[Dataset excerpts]
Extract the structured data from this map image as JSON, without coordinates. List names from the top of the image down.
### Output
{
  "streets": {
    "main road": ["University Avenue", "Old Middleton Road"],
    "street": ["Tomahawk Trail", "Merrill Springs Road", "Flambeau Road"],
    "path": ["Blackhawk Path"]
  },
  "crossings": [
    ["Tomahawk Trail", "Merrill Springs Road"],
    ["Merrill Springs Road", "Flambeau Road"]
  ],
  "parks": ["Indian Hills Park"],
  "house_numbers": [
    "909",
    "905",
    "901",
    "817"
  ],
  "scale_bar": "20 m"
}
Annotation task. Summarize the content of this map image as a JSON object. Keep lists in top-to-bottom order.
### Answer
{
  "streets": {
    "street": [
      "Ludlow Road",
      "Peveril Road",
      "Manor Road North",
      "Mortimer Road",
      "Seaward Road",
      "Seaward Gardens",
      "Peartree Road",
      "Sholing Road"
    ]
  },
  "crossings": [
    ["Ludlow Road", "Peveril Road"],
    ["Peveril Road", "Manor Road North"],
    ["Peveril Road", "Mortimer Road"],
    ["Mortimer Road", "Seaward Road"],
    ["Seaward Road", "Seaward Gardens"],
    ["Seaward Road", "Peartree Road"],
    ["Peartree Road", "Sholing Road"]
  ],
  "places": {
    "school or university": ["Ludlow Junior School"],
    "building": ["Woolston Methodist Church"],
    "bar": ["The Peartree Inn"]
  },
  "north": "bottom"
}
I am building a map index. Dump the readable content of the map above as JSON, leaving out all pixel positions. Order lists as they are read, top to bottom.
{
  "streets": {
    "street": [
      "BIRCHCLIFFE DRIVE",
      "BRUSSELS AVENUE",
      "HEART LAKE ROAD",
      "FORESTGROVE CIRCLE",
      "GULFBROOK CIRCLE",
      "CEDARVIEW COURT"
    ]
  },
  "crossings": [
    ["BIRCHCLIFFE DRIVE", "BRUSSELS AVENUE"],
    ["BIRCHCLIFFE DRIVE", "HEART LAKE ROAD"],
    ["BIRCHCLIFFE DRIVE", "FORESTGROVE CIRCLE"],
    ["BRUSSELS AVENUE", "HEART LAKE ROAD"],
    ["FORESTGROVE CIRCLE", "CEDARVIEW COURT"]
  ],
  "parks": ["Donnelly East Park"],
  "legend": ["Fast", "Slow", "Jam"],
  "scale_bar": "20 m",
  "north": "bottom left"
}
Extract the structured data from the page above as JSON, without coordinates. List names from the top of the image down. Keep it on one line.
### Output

= Task directions =
Send back the complete set of entries, exactly as shown above.

= Result =
Extract the structured data from this map image as JSON, without coordinates. List names from the top of the image down.
### Output
{
  "streets": {
    "main road": ["University Avenue", "Old Middleton Road"],
    "street": ["Tomahawk Trail", "Merrill Springs Road", "Flambeau Road"],
    "path": ["Blackhawk Path"]
  },
  "crossings": [
    ["Tomahawk Trail", "Merrill Springs Road"],
    ["Merrill Springs Road", "Flambeau Road"]
  ],
  "parks": ["Indian Hills Park"],
  "house_numbers": [
    "909",
    "905",
    "901",
    "817"
  ],
  "scale_bar": "20 m"
}
Annotation task. Summarize the content of this map image as a JSON object. Keep lists in top-to-bottom order.
### Answer
{
  "streets": {
    "street": [
      "Ludlow Road",
      "Peveril Road",
      "Manor Road North",
      "Mortimer Road",
      "Seaward Road",
      "Seaward Gardens",
      "Peartree Road",
      "Sholing Road"
    ]
  },
  "crossings": [
    ["Ludlow Road", "Peveril Road"],
    ["Peveril Road", "Manor Road North"],
    ["Peveril Road", "Mortimer Road"],
    ["Mortimer Road", "Seaward Road"],
    ["Seaward Road", "Seaward Gardens"],
    ["Seaward Road", "Peartree Road"],
    ["Peartree Road", "Sholing Road"]
  ],
  "places": {
    "school or university": ["Ludlow Junior School"],
    "building": ["Woolston Methodist Church"],
    "bar": ["The Peartree Inn"]
  },
  "north": "bottom"
}
I am building a map index. Dump the readable content of the map above as JSON, leaving out all pixel positions. Order lists as they are read, top to bottom.
{
  "streets": {
    "street": [
      "BIRCHCLIFFE DRIVE",
      "BRUSSELS AVENUE",
      "HEART LAKE ROAD",
      "FORESTGROVE CIRCLE",
      "GULFBROOK CIRCLE",
      "CEDARVIEW COURT"
    ]
  },
  "crossings": [
    ["BIRCHCLIFFE DRIVE", "BRUSSELS AVENUE"],
    ["BIRCHCLIFFE DRIVE", "HEART LAKE ROAD"],
    ["BIRCHCLIFFE DRIVE", "FORESTGROVE CIRCLE"],
    ["BRUSSELS AVENUE", "HEART LAKE ROAD"],
    ["FORESTGROVE CIRCLE", "CEDARVIEW COURT"]
  ],
  "parks": ["Donnelly East Park"],
  "legend": ["Fast", "Slow", "Jam"],
  "scale_bar": "20 m",
  "north": "bottom left"
}
Extract the structured data from the page above as JSON, without coordinates. List names from the top of the image down. Keep it on one line.
### Output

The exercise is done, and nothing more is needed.